Team Exasol
Team Exasol

Background

This article describes the automatic process to move data after node failures

Symptoms

  1. A typical data volume of a database has a redundancy of 2. With this configuration, data on each volume node have one redundancy copy on another volume node. Thus, the failure of one volume node can be handled without data loss.
  2. A typical database configuration consists of some active database nodes and one or more reserve nodes. Thus, in combination with a data volume having the redundancy of 2 or higher, the database can be automatically restarted after a node failure.
  3. A typical database is configured with the same active nodes as its data volume to ensure data locality.
  4. After a volume node failure (and despite any succeeding automatic database restart), the data volume loses the redundancy of one node.

Explanation

To automatically recover a missing data redundancy in the above-mentioned scenario, a process exists to handle this situation. For this process to work, the user is required to define a Restore Delay in the database configuration, whose default value is 10 minutes, which means

Look at all database and volume nodes 10 minutes after an automatic database restart and try to move data from the offline volume node to the newly utilized database reserve node.

Due to the nature of a data move operation (it is very expensive), this operation should be prevented, if possible.

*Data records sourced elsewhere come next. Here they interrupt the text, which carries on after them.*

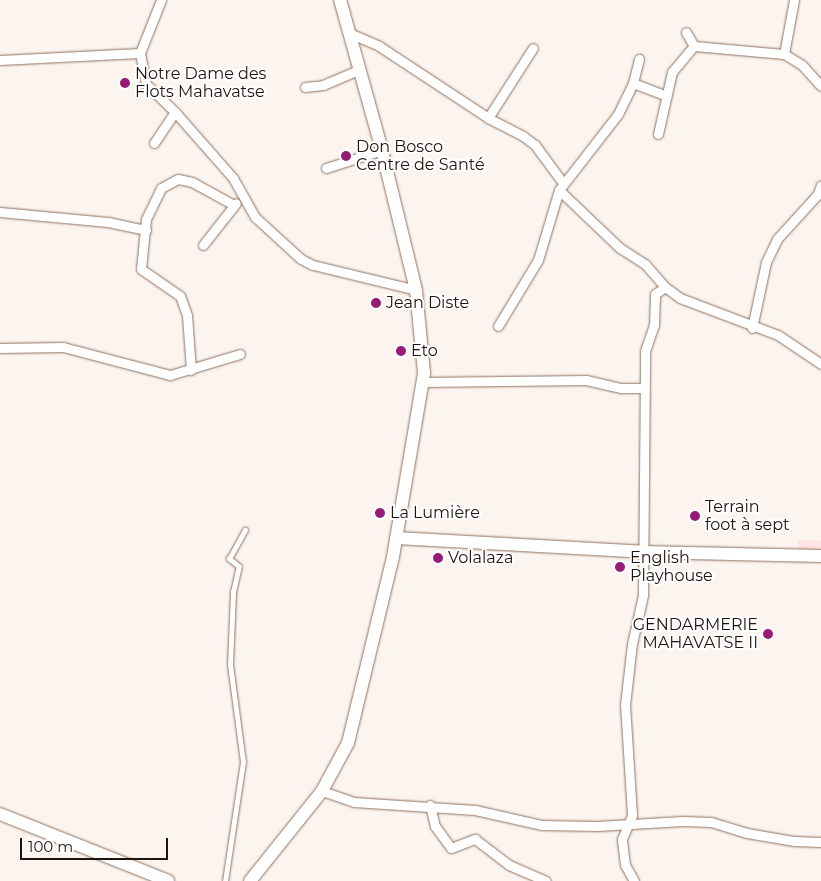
<!DOCTYPE html>
<html>
<head>
<meta charset="utf-8">
<style>
	body { margin:0 }
	#map { position:relative; width:821px; height:881px; overflow:hidden; background:#fbf4ef; font-family:Montserrat,sans-serif }
	div>[style] { position:absolute }
	[style*='--x'] { left:calc(var(--x)*1px); top:calc(var(--y)*1px); width:calc(var(--w)*1px); rotate:calc(var(--a)*1deg) }
	.commercial>* { inset:0; background:#ffe4e5; transform-origin:0 0 }
	.roads { filter:drop-shadow(0 0 1px #8f715e) drop-shadow(0 0 1px #8f715e) }
	.lane>* { height:4.5px; margin:-2.25px; padding:0 2.25px; transform-origin:2.25px; border-radius:2.25px; background:#fff }
	.street>* { height:9px; margin:-4.5px; padding:0 4.5px; transform-origin:4.5px; border-radius:4.5px; background:#fff }
	.secondary>* { height:12px; margin:-6px; padding:0 6px; transform-origin:6px; border-radius:6px; background:#fff }
	.dots>* { width:14px; height:14px; translate:-50% -50%; box-sizing:border-box; border:2px solid #fff; border-radius:50% }
	span { translate:-50% -50%; white-space:nowrap; text-align:center; line-height:1.15; -webkit-text-stroke:4px #fff; paint-order:stroke }
	.poi-label { font-size:16px; color:#1f130c }
	.left { translate:0 -50%; text-align:left }
	.right { translate:-100% -50%; text-align:right }
	.scale { position:absolute; left:20px; top:838px; width:148px; height:22px; box-sizing:border-box; border:2px solid #1f130c; border-top:0; padding-left:6px; font-size:15px; line-height:18px; white-space:nowrap; color:#1f130c; -webkit-text-stroke:4px #fff; paint-order:stroke }
</style>
</head>
<body>
<div id="map">
	<div class="commercial">
		<div style="left:798px;top:540px;width:23px;height:12px;rotate:2deg"></div>
	</div>
	<div class="roads">
		<div class="lane">
			<div style="--x:225;--y:881;--w:120;--a:-81.4"></div>
			<div style="--x:243;--y:762;--w:98;--a:-97.6"></div>
			<div style="--x:230;--y:665;--w:73;--a:-87.6"></div>
			<div style="--x:233;--y:592;--w:26;--a:-77"></div>
			<div style="--x:239;--y:567;--w:13;--a:-141"></div>
			<div style="--x:229;--y:559;--w:33;--a:-61"></div>
		</div>
		<div class="street">
			<div style="--x:161;--y:0;--w:57;--a:111.6"></div>
			<div style="--x:140;--y:53;--w:32;--a:79"></div>
			<div style="--x:146;--y:84;--w:40;--a:44"></div>
			<div style="--x:175;--y:112;--w:88;--a:48.7"></div>
			<div style="--x:233;--y:178;--w:45;--a:60.6"></div>
			<div style="--x:255;--y:217;--w:62;--a:42.4"></div>
			<div style="--x:301;--y:259;--w:13;--a:27"></div>
			<div style="--x:313;--y:265;--w:106;--a:13.6"></div>
			<div style="--x:349;--y:33;--w:33;--a:23"></div>
			<div style="--x:379;--y:46;--w:131;--a:33.4"></div>
			<div style="--x:488;--y:118;--w:39;--a:27"></div>
			<div style="--x:523;--y:136;--w:15;--a:37"></div>
			<div style="--x:535;--y:145;--w:47;--a:53.6"></div>
			<div style="--x:694;--y:46;--w:90;--a:5.1"></div>
			<div style="--x:784;--y:54;--w:21;--a:31"></div>
			<div style="--x:802;--y:65;--w:28;--a:48"></div>
			<div style="--x:784;--y:54;--w:55;--a:-79.5"></div>
			<div style="--x:0;--y:60;--w:140;--a:-2.9"></div>
			<div style="--x:633;--y:83;--w:36;--a:21"></div>
			<div style="--x:305;--y:87;--w:18;--a:-6"></div>
			<div style="--x:323;--y:85;--w:38;--a:-23"></div>
			<div style="--x:488;--y:118;--w:83;--a:-57.3"></div>
			<div style="--x:658;--y:134;--w:64;--a:-77.3"></div>
			<div style="--x:672;--y:72;--w:34;--a:-50"></div>
			<div style="--x:694;--y:46;--w:16;--a:-120"></div>
			<div style="--x:154;--y:143;--w:37;--a:-56"></div>
			<div style="--x:326;--y:168;--w:59;--a:-17.8"></div>
			<div style="--x:559;--y:190;--w:84;--a:43.6"></div>
			<div style="--x:620;--y:248;--w:30;--a:33"></div>
			<div style="--x:645;--y:264;--w:30;--a:49"></div>
			<div style="--x:665;--y:287;--w:19;--a:36"></div>
			<div style="--x:680;--y:298;--w:105;--a:20.7"></div>
			<div style="--x:778;--y:335;--w:52;--a:34"></div>
			<div style="--x:0;--y:212;--w:108;--a:5.3"></div>
			<div style="--x:108;--y:222;--w:39;--a:12"></div>
			<div style="--x:203;--y:245;--w:53;--a:-51.8"></div>
			<div style="--x:498;--y:326;--w:77;--a:-58.8"></div>
			<div style="--x:538;--y:260;--w:73;--a:-73.3"></div>
			<div style="--x:559;--y:190;--w:96;--a:-52.2"></div>
			<div style="--x:618;--y:114;--w:34;--a:-64"></div>
			<div style="--x:633;--y:83;--w:25;--a:-76"></div>
			<div style="--x:752;--y:328;--w:67;--a:-78"></div>
			<div style="--x:766;--y:262;--w:25;--a:-64"></div>
			<div style="--x:777;--y:239;--w:61;--a:-47.7"></div>
			<div style="--x:818;--y:194;--w:9;--a:-72"></div>
			<div style="--x:0;--y:348;--w:63;--a:-0.9"></div>
			<div style="--x:63;--y:347;--w:111;--a:14.7"></div>
			<div style="--x:170;--y:375;--w:73;--a:-16.7"></div>
			<div style="--x:191;--y:370;--w:55;--a:-94.2"></div>
			<div style="--x:187;--y:315;--w:20;--a:-110"></div>
			<div style="--x:180;--y:296;--w:47;--a:-145.3"></div>
			<div style="--x:141;--y:269;--w:50;--a:-84.3"></div>
			<div style="--x:146;--y:219;--w:34;--a:-64"></div>
			<div style="--x:161;--y:188;--w:19;--a:-28"></div>
			<div style="--x:178;--y:179;--w:14;--a:12"></div>
			<div style="--x:192;--y:182;--w:46;--a:28.8"></div>
			<div style="--x:423;--y:382;--w:163;--a:-0.7"></div>
			<div style="--x:586;--y:380;--w:37;--a:13"></div>
			<div style="--x:622;--y:388;--w:21;--a:0"></div>
			<div style="--x:322;--y:791;--w:34;--a:19"></div>
			<div style="--x:354;--y:802;--w:121;--a:3.8"></div>
			<div style="--x:475;--y:810;--w:69;--a:12.6"></div>
			<div style="--x:542;--y:825;--w:55;--a:1"></div>
			<div style="--x:597;--y:826;--w:86;--a:-3.3"></div>
			<div style="--x:683;--y:821;--w:28;--a:2"></div>
			<div style="--x:711;--y:822;--w:38;--a:17"></div>
			<div style="--x:747;--y:833;--w:48;--a:9.7"></div>
			<div style="--x:794;--y:841;--w:27;--a:2"></div>
			<div style="--x:430;--y:805;--w:22;--a:77"></div>
			<div style="--x:435;--y:826;--w:27;--a:54"></div>
			<div style="--x:451;--y:848;--w:26;--a:-21"></div>
			<div style="--x:475;--y:839;--w:43;--a:37.4"></div>
			<div style="--x:509;--y:865;--w:40;--a:23.4"></div>
			<div style="--x:634;--y:881;--w:18;--a:-119"></div>
			<div style="--x:625;--y:865;--w:26;--a:-97"></div>
			<div style="--x:622;--y:839;--w:26;--a:-67"></div>
			<div style="--x:632;--y:815;--w:110;--a:-93.6"></div>
			<div style="--x:625;--y:705;--w:61;--a:-83.5"></div>
			<div style="--x:632;--y:644;--w:50;--a:-77.3"></div>
			<div style="--x:643;--y:595;--w:244;--a:-89.5"></div>
			<div style="--x:645;--y:351;--w:28;--a:-71"></div>
			<div style="--x:654;--y:325;--w:31;--a:-88"></div>
			<div style="--x:655;--y:294;--w:12;--a:-35"></div>
		</div>
		<div class="secondary">
			<div style="--x:396;--y:538;--w:247;--a:3.2"></div>
			<div style="--x:643;--y:552;--w:178;--a:1.3"></div>
			<div style="--x:0;--y:814;--w:181;--a:21.7"></div>
			<div style="--x:250;--y:881;--w:115;--a:-51.3"></div>
			<div style="--x:322;--y:791;--w:55;--a:-61.6"></div>
			<div style="--x:348;--y:743;--w:191;--a:-76.4"></div>
			<div style="--x:393;--y:557;--w:187;--a:-80.4"></div>
			<div style="--x:424;--y:373;--w:83;--a:-95.5"></div>
			<div style="--x:416;--y:290;--w:144;--a:-103.7"></div>
			<div style="--x:382;--y:150;--w:156;--a:-105.6"></div>
		</div>
	</div>
	<div class="dots">
		<div style="left:125px;top:83px;background:#951b76"></div>
		<div style="left:346px;top:156px;background:#951b76"></div>
		<div style="left:376px;top:303px;background:#951b76"></div>
		<div style="left:401px;top:351px;background:#951b76"></div>
		<div style="left:380px;top:513px;background:#951b76"></div>
		<div style="left:695px;top:516px;background:#951b76"></div>
		<div style="left:438px;top:558px;background:#951b76"></div>
		<div style="left:620px;top:567px;background:#951b76"></div>
		<div style="left:768px;top:634px;background:#951b76"></div>
	</div>
	<div class="poi-label">
		<span class="left" style="left:135px;top:83px">Notre Dame des<br>Flots Mahavatse</span>
		<span class="left" style="left:356px;top:156px">Don Bosco<br>Centre de Santé</span>
		<span class="left" style="left:386px;top:303px">Jean Diste</span>
		<span class="left" style="left:411px;top:351px">Eto</span>
		<span class="left" style="left:705px;top:516px">Terrain<br>foot à sept</span>
		<span class="left" style="left:390px;top:513px">La Lumière</span>
		<span class="left" style="left:448px;top:558px">Volalaza</span>
		<span class="left" style="left:630px;top:567px">English<br>Playhouse</span>
		<span class="right" style="left:758px;top:634px">GENDARMERIE<br>MAHAVATSE II</span>
	</div>
	<div class="scale">100 m</div>
</div>
</body>
</html>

Thus, this process only moves data under the following circumstances:

  1. the timeout of the restore delay after a database startup has been reached: In the case of multiple database restarts, e.g. due to hardware failures, do not start data move operations too early.
  2. the database has been restarted automatically: If a database has been started manually, the current configuration is accepted as is.
  3. exactly one volume node is offline: If all volume nodes are online, the database nodes should be moved instead to match the volume nodes (this requires a user-triggered database restart). If more than one volume node is offline, the operation will not be started, either (and a monitoring error message will be logged).
  4. data can be accessed locally by database after moving data: If data from the offline volume node can only be moved to a database node, which is not responsible for the management of the appropriate volume node data, the operation will not be started, either (and a monitoring error message will be logged).